Are all emails properly archived?

AFAICT, all distinct email sources are currently stored in the
database, because the the id is derived from a hash of the source. (*)

However, that does not mean that they are recoverable.

The current database design requires that source entries are retrieved
via the corresponding mbox entry.
If a second email is received that hashes to the same mbox index, the
pointer back to the existing source entry will be overwritten.

Such duplicates are not unknown; mail transport glitches can result in
duplication of email content (but different ezmlm archive numbers and
some other headers).

In such cases, it is no longer possible to recover the original source.
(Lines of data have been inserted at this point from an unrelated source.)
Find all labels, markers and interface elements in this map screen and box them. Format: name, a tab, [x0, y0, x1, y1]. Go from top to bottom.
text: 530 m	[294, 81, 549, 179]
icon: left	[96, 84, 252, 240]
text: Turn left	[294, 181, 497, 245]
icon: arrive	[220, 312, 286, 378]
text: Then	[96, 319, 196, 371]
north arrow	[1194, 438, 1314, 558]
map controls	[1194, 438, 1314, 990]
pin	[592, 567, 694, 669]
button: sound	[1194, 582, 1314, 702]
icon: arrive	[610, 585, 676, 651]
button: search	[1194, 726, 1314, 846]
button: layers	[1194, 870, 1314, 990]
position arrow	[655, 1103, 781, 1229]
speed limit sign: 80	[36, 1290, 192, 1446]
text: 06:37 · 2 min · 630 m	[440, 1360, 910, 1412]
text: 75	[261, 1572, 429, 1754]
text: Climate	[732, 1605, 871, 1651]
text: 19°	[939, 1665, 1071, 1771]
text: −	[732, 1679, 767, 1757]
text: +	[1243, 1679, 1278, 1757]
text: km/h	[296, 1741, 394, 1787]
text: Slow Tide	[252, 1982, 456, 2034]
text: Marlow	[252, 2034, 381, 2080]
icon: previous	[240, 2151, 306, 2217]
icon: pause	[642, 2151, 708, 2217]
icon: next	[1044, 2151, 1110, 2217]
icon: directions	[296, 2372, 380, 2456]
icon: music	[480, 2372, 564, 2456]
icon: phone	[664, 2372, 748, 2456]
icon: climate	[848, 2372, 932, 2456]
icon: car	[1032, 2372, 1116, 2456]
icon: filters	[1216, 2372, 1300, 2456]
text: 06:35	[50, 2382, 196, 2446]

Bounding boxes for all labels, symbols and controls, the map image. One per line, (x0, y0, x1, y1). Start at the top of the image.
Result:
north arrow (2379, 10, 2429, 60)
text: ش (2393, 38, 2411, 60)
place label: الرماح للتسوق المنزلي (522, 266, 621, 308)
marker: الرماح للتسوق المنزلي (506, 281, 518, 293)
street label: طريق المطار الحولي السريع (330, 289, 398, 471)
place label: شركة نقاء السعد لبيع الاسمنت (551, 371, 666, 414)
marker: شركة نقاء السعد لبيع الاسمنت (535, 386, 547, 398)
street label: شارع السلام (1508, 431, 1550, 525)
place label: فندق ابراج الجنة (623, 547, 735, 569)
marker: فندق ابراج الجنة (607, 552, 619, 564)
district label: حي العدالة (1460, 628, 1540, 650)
I think this could be fixed, but until it is, I don't think Pony Mail
can be considered as a complete archival application, as it does not
give access to all the emails received by a mailing list.

Sebb
(*) discounting hash collisions, which should be vanishingly small

Re: Are all emails properly archived?

Posted by sebb <se...@gmail.com>.
On Sat, 19 Mar 2022 at 13:39, Daniel Gruno <hu...@apache.org> wrote:
>
> On 19/03/2022 12.48, sebb wrote:
> > AFAICT, all distinct email sources are currently stored in the
> > database, because the the id is derived from a hash of the source. (*)
> >
> > However, that does not mean that they are recoverable.
> >
> > The current database design requires that source entries are retrieved
> > via the corresponding mbox entry.
> > If a second email is received that hashes to the same mbox index, the
> > pointer back to the existing source entry will be overwritten.
> >
> > Such duplicates are not unknown; mail transport glitches can result in
> > duplication of email content (but different ezmlm archive numbers and
> > some other headers).
> >
> > In such cases, it is no longer possible to recover the original source.
>
> I think we discussed this before. One solution is to change the behavior
> at
> https://github.com/apache/incubator-ponymail-foal/blob/master/tools/archiver.py#L728
> - if an email is found to already exist with the same DKIM ID, we should
> fetch it and append the new mbox_source ID to the existing document. As
> ElasticSearch doesn't care if something is a string or an array of
> strings, this should be fine. A check for the source could then perhaps
> result in a HTTP 300 Multiple Choices response?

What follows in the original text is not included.